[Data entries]
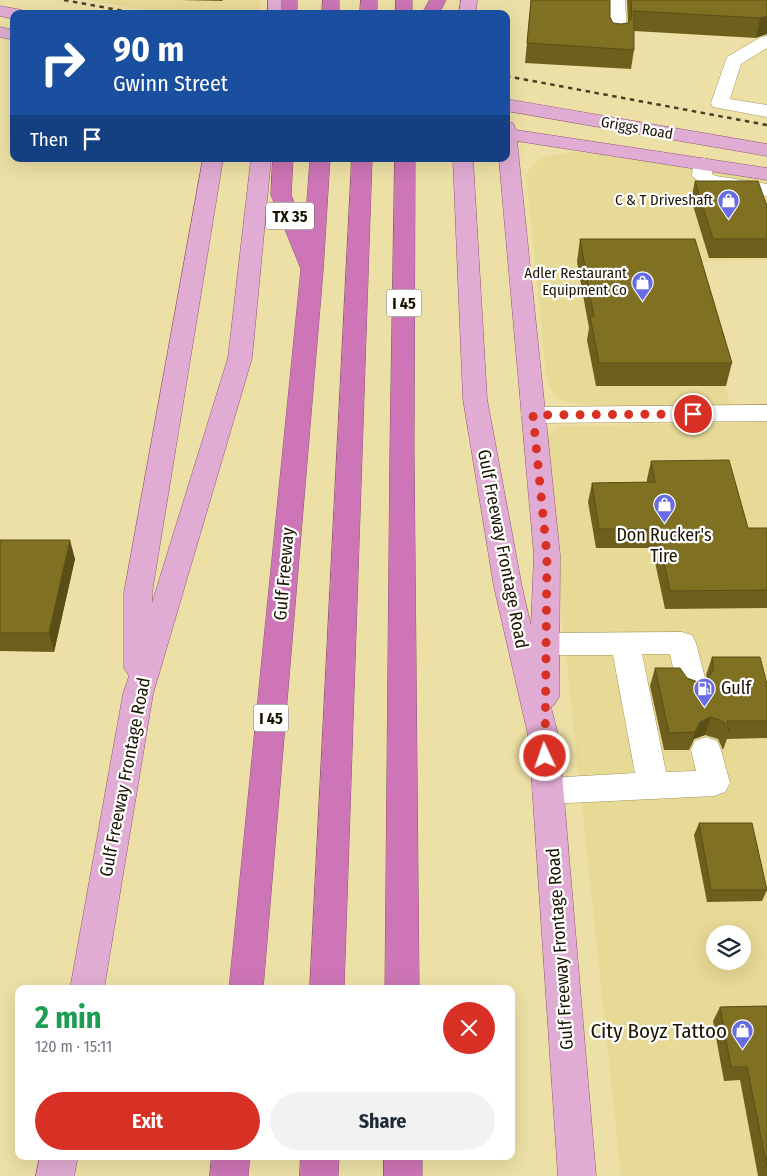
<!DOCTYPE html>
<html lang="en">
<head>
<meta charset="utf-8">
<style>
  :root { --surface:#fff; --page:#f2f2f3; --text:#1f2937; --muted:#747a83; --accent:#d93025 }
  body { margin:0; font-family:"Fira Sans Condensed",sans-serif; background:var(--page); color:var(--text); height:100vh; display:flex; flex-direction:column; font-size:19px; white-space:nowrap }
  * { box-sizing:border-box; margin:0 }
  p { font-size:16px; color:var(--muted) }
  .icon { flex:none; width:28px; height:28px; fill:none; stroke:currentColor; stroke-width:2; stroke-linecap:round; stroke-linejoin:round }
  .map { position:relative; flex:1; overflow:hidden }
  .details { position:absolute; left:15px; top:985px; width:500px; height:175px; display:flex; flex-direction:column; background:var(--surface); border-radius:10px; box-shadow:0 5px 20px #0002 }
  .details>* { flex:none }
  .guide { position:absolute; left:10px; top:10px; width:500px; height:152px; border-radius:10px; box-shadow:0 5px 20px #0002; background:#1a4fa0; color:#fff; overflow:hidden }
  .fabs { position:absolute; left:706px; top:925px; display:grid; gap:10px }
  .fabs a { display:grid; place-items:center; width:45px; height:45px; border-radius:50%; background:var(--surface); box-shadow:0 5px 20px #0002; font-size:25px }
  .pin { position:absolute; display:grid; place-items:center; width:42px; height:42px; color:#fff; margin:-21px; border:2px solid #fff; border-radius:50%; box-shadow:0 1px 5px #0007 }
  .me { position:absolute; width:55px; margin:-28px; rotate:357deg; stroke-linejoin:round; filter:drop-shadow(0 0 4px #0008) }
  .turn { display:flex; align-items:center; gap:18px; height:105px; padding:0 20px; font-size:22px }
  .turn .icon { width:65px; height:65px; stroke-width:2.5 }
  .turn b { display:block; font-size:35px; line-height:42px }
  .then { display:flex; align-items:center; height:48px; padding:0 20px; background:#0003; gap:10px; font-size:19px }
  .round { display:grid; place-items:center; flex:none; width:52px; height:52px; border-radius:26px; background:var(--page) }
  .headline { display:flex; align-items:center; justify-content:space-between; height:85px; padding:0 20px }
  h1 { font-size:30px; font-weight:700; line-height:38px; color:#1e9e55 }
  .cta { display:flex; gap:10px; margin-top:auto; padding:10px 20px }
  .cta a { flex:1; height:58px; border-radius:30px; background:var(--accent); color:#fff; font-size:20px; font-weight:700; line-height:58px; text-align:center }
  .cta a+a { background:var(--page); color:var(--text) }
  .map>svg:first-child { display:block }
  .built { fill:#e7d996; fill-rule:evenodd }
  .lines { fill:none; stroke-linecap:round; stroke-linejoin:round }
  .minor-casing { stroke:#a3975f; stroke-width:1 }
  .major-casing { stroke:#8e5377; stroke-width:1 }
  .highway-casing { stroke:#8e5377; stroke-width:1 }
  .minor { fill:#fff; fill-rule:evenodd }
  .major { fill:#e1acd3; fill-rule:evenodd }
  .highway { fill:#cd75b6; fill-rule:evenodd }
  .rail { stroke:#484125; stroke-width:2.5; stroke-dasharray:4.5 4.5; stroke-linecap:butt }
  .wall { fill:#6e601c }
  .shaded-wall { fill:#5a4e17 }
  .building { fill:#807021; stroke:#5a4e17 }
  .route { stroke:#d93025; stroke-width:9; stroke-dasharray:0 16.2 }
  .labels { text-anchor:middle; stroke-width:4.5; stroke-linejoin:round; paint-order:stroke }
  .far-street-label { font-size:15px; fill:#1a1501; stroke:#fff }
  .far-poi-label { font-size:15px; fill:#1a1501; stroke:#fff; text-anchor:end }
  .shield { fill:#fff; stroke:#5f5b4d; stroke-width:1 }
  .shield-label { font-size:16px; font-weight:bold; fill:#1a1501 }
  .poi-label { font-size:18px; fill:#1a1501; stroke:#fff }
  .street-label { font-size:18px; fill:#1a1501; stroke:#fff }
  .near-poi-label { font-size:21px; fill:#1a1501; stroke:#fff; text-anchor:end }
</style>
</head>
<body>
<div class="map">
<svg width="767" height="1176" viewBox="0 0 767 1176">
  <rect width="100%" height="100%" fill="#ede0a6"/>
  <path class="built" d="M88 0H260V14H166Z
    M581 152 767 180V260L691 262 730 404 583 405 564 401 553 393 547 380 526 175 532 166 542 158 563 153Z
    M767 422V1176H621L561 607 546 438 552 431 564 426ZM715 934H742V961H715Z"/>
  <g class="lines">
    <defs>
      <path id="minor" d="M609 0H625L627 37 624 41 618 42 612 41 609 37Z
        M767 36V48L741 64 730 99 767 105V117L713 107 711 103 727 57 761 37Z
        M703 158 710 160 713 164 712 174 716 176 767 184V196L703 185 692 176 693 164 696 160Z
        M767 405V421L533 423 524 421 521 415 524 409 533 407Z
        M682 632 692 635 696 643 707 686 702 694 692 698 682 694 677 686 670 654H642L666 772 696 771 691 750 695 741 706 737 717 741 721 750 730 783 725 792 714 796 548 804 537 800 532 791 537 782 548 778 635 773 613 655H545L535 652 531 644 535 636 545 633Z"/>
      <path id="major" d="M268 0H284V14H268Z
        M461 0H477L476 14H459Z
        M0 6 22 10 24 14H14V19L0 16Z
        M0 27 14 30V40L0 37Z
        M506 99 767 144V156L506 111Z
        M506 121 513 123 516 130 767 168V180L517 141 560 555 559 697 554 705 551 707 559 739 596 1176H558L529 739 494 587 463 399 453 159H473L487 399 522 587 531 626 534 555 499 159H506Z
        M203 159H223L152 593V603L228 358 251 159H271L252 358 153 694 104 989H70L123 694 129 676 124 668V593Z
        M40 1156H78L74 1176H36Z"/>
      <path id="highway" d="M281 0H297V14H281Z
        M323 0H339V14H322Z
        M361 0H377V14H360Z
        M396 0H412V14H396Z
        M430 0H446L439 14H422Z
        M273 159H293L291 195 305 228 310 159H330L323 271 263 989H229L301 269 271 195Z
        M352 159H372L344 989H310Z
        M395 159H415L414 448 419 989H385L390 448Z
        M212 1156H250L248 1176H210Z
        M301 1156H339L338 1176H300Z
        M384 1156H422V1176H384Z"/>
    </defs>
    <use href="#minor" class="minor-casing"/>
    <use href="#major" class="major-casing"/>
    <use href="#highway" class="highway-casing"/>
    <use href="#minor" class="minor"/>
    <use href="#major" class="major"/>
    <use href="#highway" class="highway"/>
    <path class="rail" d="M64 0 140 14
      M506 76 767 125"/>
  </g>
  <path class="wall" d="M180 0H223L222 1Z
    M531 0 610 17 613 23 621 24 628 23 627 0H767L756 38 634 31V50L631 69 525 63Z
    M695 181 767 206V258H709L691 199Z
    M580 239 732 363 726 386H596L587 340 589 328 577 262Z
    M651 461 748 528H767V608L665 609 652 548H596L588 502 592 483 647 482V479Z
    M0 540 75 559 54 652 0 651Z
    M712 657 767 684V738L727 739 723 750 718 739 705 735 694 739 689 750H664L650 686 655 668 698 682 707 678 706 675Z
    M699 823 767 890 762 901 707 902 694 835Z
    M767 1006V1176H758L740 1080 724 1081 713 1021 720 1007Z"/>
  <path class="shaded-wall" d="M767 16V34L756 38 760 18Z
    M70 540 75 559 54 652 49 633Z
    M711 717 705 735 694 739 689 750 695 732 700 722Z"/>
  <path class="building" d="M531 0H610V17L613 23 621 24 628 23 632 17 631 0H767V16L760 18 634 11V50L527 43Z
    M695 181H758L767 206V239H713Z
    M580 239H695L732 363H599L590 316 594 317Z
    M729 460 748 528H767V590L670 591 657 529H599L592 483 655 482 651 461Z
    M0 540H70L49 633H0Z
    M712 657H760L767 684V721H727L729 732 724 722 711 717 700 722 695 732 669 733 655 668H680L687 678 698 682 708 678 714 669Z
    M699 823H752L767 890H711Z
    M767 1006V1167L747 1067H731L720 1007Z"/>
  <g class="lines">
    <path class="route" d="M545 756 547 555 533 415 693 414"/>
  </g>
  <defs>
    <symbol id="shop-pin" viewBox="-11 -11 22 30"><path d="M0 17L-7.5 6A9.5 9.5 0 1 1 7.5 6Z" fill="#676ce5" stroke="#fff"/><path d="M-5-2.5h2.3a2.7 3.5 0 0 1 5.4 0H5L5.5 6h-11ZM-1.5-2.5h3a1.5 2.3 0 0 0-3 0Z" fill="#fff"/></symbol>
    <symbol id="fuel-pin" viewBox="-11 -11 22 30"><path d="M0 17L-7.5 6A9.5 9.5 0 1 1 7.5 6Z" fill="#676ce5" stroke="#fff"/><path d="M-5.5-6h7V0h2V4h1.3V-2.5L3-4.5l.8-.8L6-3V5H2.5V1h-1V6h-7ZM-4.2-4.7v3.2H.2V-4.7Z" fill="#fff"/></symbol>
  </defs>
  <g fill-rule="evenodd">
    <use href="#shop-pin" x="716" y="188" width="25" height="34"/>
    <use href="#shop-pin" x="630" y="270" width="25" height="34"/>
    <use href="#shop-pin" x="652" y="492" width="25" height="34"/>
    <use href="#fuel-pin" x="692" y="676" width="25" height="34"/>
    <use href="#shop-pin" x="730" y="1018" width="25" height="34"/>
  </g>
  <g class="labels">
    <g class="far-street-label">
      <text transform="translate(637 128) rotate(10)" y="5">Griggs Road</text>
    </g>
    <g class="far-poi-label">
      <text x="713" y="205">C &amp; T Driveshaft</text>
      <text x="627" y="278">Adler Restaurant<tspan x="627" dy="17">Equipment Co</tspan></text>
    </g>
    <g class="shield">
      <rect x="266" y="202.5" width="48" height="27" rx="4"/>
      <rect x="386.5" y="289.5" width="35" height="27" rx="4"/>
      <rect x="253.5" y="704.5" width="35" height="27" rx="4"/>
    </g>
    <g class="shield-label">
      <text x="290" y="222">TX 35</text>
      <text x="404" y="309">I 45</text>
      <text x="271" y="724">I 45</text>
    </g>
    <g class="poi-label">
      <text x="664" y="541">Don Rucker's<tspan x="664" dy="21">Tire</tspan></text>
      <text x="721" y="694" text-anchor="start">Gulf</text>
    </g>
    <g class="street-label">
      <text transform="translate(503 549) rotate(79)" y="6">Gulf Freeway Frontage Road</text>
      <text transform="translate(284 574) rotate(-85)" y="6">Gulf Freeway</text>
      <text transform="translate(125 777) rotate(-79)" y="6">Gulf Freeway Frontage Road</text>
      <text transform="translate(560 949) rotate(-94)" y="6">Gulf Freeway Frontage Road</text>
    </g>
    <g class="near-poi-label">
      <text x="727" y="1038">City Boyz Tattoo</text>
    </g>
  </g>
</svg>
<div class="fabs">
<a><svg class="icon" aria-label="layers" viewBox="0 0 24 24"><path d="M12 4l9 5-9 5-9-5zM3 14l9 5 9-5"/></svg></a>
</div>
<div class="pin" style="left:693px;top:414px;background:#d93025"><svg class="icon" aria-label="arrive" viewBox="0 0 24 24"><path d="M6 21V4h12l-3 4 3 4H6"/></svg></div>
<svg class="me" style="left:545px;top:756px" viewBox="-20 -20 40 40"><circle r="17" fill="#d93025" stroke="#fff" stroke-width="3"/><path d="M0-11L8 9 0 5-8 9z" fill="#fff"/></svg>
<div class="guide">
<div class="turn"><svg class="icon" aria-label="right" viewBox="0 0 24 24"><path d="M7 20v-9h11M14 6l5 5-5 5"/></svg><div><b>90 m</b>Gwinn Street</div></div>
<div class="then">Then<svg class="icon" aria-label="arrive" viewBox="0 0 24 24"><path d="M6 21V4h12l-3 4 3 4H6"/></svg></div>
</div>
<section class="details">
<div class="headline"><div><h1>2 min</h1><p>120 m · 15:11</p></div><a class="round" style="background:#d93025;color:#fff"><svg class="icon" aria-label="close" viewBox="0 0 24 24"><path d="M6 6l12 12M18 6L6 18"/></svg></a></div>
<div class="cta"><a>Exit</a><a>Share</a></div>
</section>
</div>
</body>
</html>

--

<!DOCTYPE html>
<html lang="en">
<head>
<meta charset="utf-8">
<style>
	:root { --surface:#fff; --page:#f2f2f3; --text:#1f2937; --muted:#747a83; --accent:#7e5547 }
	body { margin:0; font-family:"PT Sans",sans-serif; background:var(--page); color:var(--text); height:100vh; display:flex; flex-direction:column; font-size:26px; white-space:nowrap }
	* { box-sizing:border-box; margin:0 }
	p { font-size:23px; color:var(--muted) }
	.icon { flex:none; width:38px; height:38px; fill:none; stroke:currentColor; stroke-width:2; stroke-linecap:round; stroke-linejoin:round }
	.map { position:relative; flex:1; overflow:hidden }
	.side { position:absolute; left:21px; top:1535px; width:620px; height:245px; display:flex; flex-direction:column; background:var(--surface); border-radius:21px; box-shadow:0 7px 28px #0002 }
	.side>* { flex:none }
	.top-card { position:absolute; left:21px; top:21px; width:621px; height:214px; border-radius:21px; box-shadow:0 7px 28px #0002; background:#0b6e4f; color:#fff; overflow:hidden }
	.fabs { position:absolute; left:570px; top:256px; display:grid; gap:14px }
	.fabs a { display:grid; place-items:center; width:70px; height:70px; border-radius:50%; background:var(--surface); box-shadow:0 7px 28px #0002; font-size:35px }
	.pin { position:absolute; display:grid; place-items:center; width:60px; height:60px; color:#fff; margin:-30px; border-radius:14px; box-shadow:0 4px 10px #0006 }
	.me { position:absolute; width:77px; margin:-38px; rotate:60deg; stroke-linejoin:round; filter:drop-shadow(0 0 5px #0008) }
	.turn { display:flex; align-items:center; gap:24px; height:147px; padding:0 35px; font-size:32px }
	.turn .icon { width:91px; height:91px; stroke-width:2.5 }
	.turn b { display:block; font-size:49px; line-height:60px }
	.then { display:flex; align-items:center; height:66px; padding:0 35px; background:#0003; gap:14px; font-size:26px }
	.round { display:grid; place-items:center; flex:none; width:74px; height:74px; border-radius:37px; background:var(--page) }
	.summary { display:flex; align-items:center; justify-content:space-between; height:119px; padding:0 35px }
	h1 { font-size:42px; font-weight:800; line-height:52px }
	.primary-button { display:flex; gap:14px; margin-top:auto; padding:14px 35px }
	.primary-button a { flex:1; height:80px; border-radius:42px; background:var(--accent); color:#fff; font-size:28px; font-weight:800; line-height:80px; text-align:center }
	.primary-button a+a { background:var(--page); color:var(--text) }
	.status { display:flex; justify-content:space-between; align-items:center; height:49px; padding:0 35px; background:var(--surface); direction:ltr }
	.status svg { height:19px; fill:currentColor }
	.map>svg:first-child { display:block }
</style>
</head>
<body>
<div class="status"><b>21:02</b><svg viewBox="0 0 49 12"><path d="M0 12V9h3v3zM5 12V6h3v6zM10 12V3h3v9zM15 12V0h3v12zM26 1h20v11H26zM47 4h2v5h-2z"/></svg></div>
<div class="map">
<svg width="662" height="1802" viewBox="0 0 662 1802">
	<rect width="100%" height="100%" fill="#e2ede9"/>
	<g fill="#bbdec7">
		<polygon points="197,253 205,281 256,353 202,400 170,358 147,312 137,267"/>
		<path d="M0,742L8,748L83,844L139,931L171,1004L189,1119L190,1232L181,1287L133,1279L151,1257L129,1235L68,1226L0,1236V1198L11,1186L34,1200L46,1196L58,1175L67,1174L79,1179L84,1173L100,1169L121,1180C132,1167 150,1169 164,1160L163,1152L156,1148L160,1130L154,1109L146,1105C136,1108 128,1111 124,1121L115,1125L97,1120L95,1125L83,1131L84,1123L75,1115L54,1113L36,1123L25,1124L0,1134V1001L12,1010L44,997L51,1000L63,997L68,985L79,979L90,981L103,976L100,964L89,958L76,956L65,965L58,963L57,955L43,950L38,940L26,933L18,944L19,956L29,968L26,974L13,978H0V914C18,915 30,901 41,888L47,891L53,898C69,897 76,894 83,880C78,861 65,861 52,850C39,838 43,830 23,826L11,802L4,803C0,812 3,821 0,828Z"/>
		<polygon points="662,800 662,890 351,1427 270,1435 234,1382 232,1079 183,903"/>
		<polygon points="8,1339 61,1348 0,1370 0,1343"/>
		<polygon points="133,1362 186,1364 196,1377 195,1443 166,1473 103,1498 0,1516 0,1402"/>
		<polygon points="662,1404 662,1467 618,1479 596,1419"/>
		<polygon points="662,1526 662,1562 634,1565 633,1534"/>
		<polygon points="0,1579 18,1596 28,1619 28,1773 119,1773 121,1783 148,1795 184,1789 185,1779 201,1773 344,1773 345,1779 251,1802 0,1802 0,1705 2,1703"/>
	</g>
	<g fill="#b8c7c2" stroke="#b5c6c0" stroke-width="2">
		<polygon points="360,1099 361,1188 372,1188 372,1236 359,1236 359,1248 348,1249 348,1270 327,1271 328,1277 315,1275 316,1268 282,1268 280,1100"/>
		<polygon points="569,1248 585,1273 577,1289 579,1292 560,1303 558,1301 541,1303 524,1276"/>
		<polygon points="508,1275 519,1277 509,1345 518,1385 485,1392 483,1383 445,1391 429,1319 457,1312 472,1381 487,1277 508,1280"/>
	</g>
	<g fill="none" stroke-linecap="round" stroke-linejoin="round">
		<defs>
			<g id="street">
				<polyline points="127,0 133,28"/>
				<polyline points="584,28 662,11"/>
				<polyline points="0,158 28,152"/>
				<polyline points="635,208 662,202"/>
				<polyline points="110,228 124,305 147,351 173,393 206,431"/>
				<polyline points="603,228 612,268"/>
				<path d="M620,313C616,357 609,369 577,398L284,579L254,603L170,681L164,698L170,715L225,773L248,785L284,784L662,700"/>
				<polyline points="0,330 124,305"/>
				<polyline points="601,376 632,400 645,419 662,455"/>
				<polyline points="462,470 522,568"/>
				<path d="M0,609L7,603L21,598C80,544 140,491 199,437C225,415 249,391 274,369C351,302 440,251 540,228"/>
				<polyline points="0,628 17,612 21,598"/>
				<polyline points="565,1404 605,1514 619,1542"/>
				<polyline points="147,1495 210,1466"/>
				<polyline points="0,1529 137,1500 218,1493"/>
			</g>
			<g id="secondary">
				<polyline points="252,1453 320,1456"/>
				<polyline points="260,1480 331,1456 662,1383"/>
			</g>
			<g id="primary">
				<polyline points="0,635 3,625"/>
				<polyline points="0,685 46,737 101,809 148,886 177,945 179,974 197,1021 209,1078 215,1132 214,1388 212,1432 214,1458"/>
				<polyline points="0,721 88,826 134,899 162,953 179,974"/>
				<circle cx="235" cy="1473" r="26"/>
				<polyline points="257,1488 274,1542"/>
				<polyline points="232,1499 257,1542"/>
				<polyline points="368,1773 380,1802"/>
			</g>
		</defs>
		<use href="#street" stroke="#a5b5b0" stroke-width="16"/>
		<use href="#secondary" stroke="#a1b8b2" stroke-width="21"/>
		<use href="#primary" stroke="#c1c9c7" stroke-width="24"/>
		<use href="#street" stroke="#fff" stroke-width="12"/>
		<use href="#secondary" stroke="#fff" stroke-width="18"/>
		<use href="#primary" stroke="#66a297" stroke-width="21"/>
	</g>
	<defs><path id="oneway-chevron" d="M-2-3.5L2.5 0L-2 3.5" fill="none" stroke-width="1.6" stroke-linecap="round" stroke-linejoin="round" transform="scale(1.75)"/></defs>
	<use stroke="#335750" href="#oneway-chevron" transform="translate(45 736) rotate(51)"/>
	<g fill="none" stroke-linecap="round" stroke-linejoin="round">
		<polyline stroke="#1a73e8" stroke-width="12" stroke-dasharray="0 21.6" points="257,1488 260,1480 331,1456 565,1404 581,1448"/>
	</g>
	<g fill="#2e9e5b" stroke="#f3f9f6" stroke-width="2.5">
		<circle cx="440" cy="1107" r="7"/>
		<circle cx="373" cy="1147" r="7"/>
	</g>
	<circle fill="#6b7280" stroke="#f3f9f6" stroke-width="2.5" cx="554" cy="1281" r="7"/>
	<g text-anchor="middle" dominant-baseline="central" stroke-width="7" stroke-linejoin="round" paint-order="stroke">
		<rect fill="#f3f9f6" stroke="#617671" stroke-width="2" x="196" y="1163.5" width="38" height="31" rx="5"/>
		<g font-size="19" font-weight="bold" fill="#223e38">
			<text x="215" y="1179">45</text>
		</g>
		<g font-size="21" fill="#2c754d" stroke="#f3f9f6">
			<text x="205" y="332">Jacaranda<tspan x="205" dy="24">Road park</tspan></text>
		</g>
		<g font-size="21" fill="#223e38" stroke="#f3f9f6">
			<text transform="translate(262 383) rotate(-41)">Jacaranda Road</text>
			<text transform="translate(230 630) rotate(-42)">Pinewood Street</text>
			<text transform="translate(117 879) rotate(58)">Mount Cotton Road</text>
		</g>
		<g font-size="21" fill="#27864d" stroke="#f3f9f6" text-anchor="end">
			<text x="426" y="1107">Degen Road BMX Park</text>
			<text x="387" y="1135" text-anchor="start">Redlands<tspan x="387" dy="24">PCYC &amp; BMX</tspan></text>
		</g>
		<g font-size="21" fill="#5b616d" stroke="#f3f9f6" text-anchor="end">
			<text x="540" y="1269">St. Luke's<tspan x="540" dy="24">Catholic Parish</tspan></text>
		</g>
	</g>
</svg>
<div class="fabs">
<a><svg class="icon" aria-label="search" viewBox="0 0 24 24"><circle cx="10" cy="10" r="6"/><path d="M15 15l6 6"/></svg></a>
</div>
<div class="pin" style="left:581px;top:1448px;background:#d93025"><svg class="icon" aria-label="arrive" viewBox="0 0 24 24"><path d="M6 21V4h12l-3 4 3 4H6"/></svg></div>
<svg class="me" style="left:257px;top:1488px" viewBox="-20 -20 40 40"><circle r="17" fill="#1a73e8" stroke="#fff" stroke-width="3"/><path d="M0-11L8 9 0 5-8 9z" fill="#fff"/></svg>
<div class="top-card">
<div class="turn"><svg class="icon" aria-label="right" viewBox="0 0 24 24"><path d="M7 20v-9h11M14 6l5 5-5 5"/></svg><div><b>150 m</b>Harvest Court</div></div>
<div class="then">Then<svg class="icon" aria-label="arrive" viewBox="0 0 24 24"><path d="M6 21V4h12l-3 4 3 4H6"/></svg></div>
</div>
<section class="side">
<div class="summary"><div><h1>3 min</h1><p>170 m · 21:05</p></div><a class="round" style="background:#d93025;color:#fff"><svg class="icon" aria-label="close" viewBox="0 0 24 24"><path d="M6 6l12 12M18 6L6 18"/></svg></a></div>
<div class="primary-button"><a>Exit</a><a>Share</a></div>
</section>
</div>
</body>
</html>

# Your instructions:
Within the records above, count each line holding "Exit". Write down only the number.

# Solution:
2